ABOUT THIS TASK - Read through the material below and find each line that has the word "shadow"; copy it.

GIVEN ENTRIES -
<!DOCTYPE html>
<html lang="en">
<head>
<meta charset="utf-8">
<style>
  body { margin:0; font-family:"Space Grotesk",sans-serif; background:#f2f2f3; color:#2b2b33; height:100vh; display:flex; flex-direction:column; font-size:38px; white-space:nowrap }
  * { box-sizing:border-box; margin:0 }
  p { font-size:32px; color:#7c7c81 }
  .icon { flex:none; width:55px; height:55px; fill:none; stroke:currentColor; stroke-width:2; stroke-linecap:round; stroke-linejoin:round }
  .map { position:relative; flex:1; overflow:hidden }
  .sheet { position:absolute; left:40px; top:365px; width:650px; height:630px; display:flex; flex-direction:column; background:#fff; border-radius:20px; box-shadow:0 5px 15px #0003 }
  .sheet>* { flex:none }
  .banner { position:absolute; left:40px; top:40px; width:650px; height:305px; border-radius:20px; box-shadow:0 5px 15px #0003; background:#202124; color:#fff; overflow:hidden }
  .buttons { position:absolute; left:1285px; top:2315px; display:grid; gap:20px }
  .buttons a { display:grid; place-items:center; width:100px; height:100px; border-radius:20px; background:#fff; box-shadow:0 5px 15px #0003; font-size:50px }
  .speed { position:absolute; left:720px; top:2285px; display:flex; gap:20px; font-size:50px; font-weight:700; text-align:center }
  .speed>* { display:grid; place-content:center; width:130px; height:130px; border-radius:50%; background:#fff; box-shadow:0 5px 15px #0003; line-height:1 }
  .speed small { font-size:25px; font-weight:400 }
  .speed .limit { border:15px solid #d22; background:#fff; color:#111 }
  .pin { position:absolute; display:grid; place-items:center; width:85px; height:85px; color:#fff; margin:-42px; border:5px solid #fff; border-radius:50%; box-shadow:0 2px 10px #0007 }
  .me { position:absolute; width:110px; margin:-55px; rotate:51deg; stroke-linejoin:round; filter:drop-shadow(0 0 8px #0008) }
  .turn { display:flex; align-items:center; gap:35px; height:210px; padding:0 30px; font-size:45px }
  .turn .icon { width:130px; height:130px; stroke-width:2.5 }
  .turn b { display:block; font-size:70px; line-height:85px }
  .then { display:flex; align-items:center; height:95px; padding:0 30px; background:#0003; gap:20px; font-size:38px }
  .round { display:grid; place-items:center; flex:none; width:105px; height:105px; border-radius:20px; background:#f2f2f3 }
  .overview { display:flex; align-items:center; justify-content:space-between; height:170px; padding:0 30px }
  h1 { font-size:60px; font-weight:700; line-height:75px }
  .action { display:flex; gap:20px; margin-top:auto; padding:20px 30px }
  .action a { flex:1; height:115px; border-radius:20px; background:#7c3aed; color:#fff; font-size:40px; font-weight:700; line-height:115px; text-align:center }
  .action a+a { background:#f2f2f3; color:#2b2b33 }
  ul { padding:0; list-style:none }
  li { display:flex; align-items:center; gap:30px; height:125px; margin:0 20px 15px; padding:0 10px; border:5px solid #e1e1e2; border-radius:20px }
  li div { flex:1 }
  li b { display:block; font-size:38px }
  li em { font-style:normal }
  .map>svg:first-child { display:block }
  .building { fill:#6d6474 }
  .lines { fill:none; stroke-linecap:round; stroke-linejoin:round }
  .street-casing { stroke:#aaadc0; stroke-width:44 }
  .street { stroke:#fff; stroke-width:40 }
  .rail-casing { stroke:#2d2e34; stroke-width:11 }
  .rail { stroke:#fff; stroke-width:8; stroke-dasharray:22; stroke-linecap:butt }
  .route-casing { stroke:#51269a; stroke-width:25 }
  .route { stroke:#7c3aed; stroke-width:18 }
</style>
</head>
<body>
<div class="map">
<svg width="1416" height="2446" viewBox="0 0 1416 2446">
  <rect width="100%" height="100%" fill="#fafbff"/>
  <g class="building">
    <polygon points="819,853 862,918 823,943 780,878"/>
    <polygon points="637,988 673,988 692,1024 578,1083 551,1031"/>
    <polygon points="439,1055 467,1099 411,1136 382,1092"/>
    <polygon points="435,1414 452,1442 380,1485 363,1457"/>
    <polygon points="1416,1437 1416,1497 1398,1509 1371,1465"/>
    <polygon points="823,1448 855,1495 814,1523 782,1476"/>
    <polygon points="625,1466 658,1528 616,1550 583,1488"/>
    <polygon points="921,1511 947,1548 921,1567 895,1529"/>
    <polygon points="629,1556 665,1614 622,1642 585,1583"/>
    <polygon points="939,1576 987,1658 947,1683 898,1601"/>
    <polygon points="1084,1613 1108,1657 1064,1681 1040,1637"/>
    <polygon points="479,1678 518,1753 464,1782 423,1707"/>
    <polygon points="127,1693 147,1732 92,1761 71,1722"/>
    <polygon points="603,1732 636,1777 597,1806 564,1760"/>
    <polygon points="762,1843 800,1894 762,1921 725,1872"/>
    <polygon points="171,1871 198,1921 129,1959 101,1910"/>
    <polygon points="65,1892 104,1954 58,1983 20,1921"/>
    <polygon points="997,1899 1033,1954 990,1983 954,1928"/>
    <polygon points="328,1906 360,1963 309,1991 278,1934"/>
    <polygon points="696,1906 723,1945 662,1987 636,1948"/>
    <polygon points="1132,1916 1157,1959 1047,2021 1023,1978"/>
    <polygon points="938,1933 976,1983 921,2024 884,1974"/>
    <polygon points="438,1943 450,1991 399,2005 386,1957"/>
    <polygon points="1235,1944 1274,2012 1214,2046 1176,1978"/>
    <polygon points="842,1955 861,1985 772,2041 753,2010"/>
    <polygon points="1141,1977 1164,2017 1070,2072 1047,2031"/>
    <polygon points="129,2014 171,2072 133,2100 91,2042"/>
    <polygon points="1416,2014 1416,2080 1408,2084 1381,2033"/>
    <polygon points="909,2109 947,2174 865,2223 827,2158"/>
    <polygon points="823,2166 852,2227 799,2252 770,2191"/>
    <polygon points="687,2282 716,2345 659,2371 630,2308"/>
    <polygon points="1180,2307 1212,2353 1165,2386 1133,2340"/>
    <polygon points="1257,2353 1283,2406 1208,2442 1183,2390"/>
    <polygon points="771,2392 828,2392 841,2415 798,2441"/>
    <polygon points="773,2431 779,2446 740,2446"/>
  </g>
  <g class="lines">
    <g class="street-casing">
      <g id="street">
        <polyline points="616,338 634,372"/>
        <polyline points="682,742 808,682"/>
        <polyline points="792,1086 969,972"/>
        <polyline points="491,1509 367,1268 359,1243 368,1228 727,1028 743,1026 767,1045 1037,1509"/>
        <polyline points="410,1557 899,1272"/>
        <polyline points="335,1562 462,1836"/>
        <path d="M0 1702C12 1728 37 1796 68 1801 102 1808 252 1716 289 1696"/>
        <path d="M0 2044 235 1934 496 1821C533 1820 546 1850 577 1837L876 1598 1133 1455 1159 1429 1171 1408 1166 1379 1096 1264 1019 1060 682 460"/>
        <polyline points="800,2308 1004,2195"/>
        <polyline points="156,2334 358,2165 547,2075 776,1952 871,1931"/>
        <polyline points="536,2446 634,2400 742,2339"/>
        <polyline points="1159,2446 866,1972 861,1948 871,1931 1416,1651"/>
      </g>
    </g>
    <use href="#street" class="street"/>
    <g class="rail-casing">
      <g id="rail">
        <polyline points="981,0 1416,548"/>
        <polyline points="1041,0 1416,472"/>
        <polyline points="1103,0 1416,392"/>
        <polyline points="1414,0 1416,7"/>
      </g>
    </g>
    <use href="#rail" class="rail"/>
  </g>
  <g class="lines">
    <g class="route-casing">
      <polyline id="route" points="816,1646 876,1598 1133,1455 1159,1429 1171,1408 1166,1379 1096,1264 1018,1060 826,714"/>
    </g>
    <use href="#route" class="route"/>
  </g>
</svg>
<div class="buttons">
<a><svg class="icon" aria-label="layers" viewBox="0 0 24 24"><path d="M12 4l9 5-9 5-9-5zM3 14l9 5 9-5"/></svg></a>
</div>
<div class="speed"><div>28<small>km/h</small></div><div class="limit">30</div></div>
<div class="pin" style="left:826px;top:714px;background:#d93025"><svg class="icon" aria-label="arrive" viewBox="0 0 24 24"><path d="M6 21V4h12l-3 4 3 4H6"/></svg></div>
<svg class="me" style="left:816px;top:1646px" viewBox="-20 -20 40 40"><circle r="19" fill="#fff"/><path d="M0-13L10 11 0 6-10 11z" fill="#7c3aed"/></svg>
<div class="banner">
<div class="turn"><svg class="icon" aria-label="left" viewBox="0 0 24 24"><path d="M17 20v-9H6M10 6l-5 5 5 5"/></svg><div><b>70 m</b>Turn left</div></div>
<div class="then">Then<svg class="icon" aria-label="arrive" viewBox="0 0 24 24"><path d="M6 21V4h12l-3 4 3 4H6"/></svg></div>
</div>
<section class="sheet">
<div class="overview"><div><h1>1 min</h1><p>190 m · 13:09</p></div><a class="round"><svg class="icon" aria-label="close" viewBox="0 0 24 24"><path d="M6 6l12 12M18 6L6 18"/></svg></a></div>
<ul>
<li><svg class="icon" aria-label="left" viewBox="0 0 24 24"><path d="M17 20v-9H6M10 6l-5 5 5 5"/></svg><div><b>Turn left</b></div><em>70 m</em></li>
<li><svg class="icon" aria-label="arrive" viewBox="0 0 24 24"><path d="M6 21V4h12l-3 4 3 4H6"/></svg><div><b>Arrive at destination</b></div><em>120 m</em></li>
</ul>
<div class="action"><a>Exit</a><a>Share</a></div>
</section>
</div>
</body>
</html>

RESPONSE -
  .sheet { position:absolute; left:40px; top:365px; width:650px; height:630px; display:flex; flex-direction:column; background:#fff; border-radius:20px; box-shadow:0 5px 15px #0003 }
  .banner { position:absolute; left:40px; top:40px; width:650px; height:305px; border-radius:20px; box-shadow:0 5px 15px #0003; background:#202124; color:#fff; overflow:hidden }
  .buttons a { display:grid; place-items:center; width:100px; height:100px; border-radius:20px; background:#fff; box-shadow:0 5px 15px #0003; font-size:50px }
  .speed>* { display:grid; place-content:center; width:130px; height:130px; border-radius:50%; background:#fff; box-shadow:0 5px 15px #0003; line-height:1 }
  .pin { position:absolute; display:grid; place-items:center; width:85px; height:85px; color:#fff; margin:-42px; border:5px solid #fff; border-radius:50%; box-shadow:0 2px 10px #0007 }
  .me { position:absolute; width:110px; margin:-55px; rotate:51deg; stroke-linejoin:round; filter:drop-shadow(0 0 8px #0008) }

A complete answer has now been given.